“There is more done with pens than swords” – Harriet Beecher Stowe
“You are the little woman who wrote the book that started this great war.” – Abraham Lincoln
“Women are the architects of society.” – Harriet Beecher Stowe
I am a Harriet Beecher Stowe kind of guy. I think its cool that this 4’-11” woman, unelected to any office, unbeholden to any corporation, wrote a book that bent the arc of history. Uncle Tom’s Cabin was the best-selling volume in the 1800’s, after The Bible. It was serialized in 1851-52 in Washington D.C.’s National Era, and then published all over the world. Harriet wasn’t able to manage her brand as well as, say, Martha Stewart. She never made a dime off the Uncle Tom tchotchkes that proliferated in nineteenth century America and our contemporary image of a ‘yessir’ Uncle Tom cozying up to white folk is quite the opposite of the books’ title character. But the book made her world-renowned and rather wealthy. The novel swayed our sensibilities of an institution whose time had passed.
Harriet Beecher Stowe lived the last twenty-three years of her life in Hartford’s Nook Farm neighborhood, a literary enclave where Mark Twain was her neighbor. When she died in 1896 her house went through several sales before her grand niece, Katharine Seymour Day, purchased it in 1920 with the intent of restoration. The Stowe Day Research Center dates from the 1940’s, but the house didn’t open to the public until the 1960’s. Even now, it’s not a typical house museum. The focus is less on artifacts, more on ideas. One person, one book, can effect change.

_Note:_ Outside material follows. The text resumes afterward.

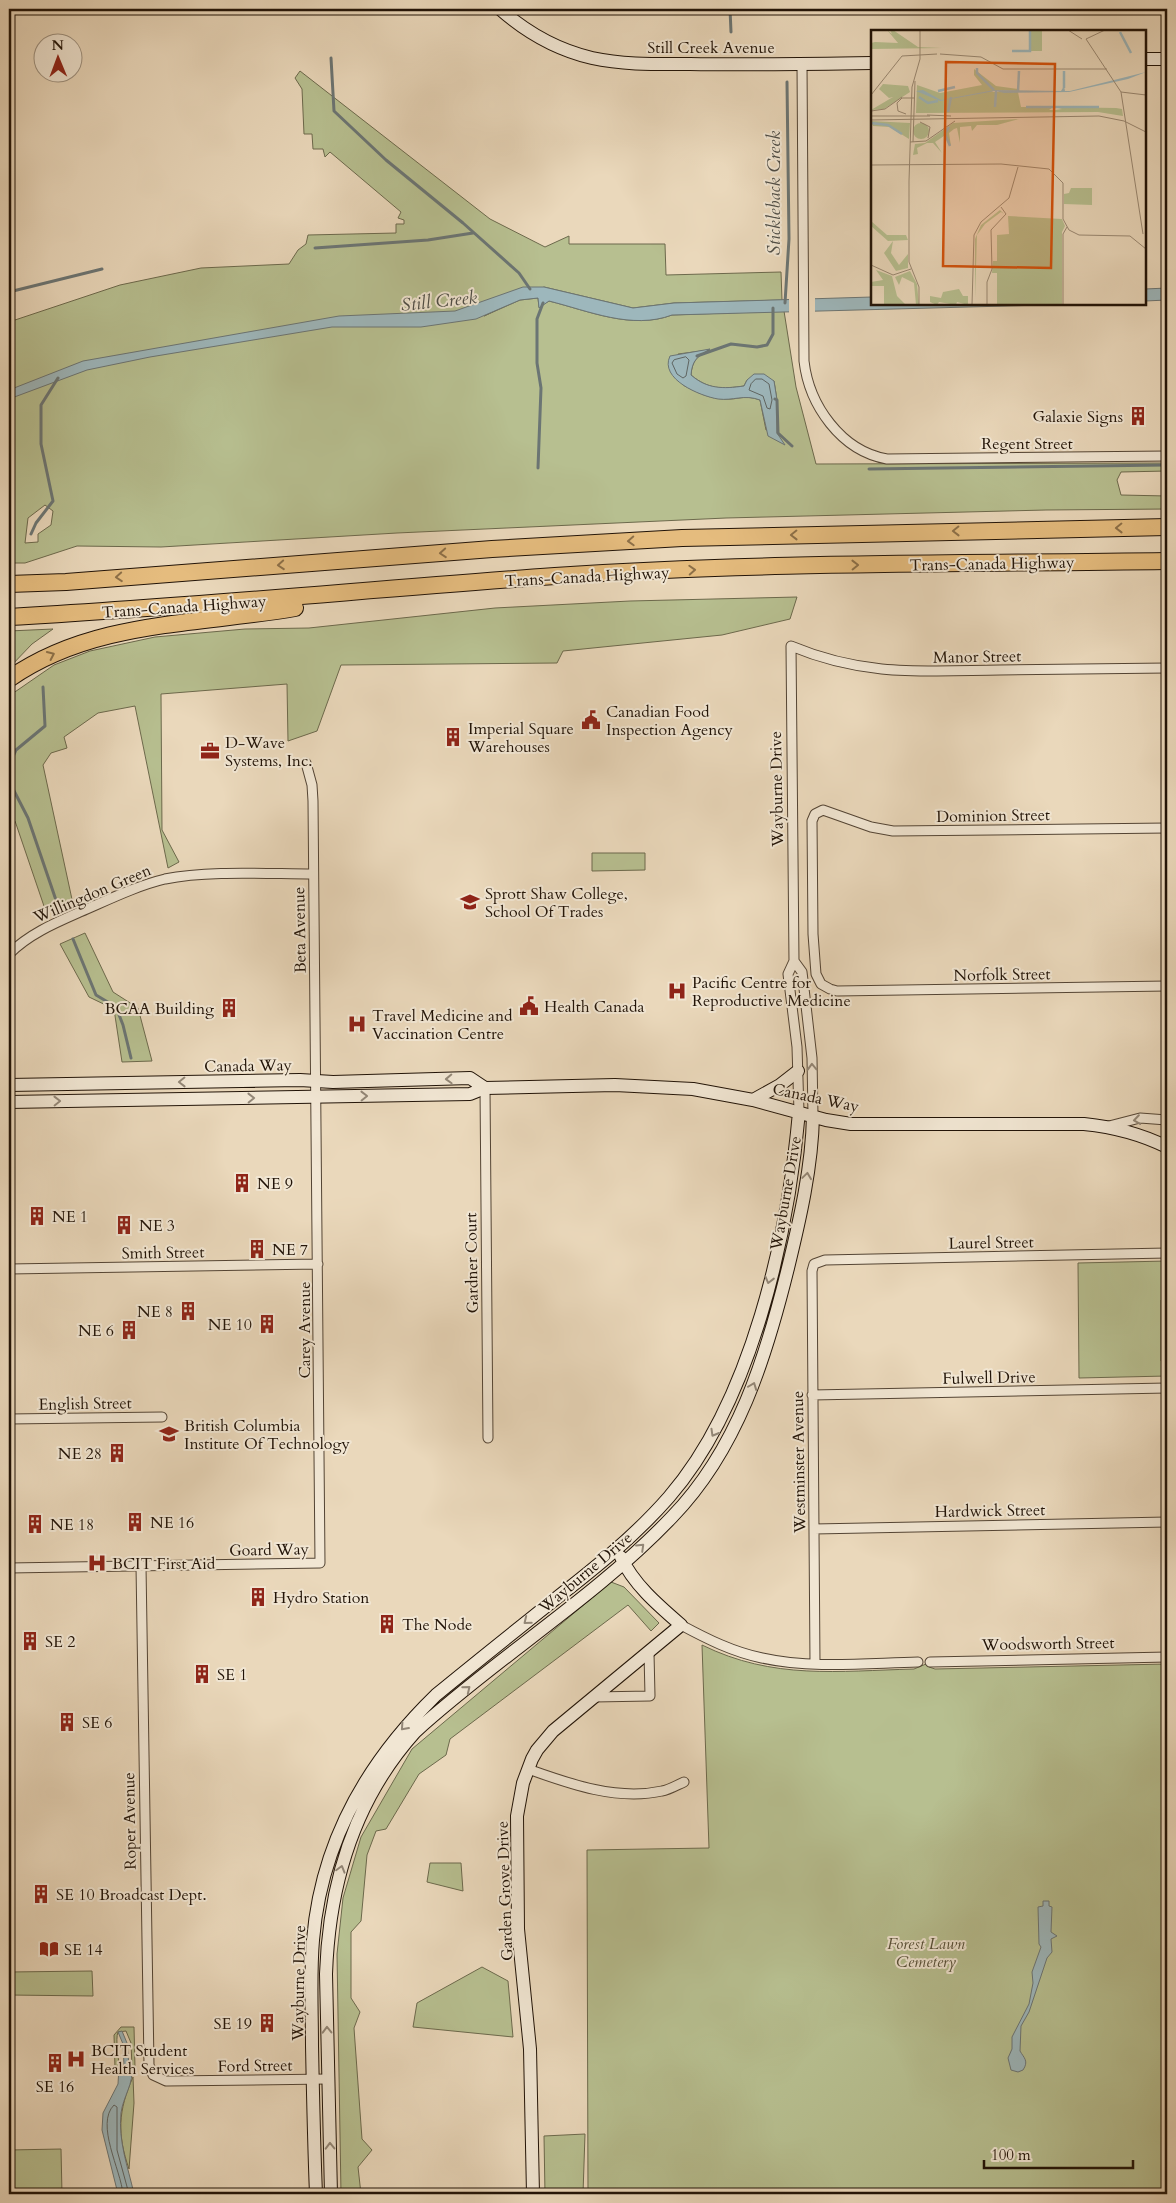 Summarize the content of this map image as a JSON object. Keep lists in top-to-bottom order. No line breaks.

Maura Hallisey, program coordinator, speaks in the present tense, as if Harriet Beecher Stowe would join the conversation at any moment. “I think it’s important to make our work relevant. The present tense makes it more real. “
How will we live tomorrow?
“I don’t know. Is that an acceptable answer? Will technology and social media have a negative impact? We are in a difficult period of national discomfort. Out of turmoil come new ways of being.
“We want justice now. Uncle Tom’s Cabin was published in 1852. It takes time to influence society. It was more than a decade before the Emancipation Proclamation was issued.”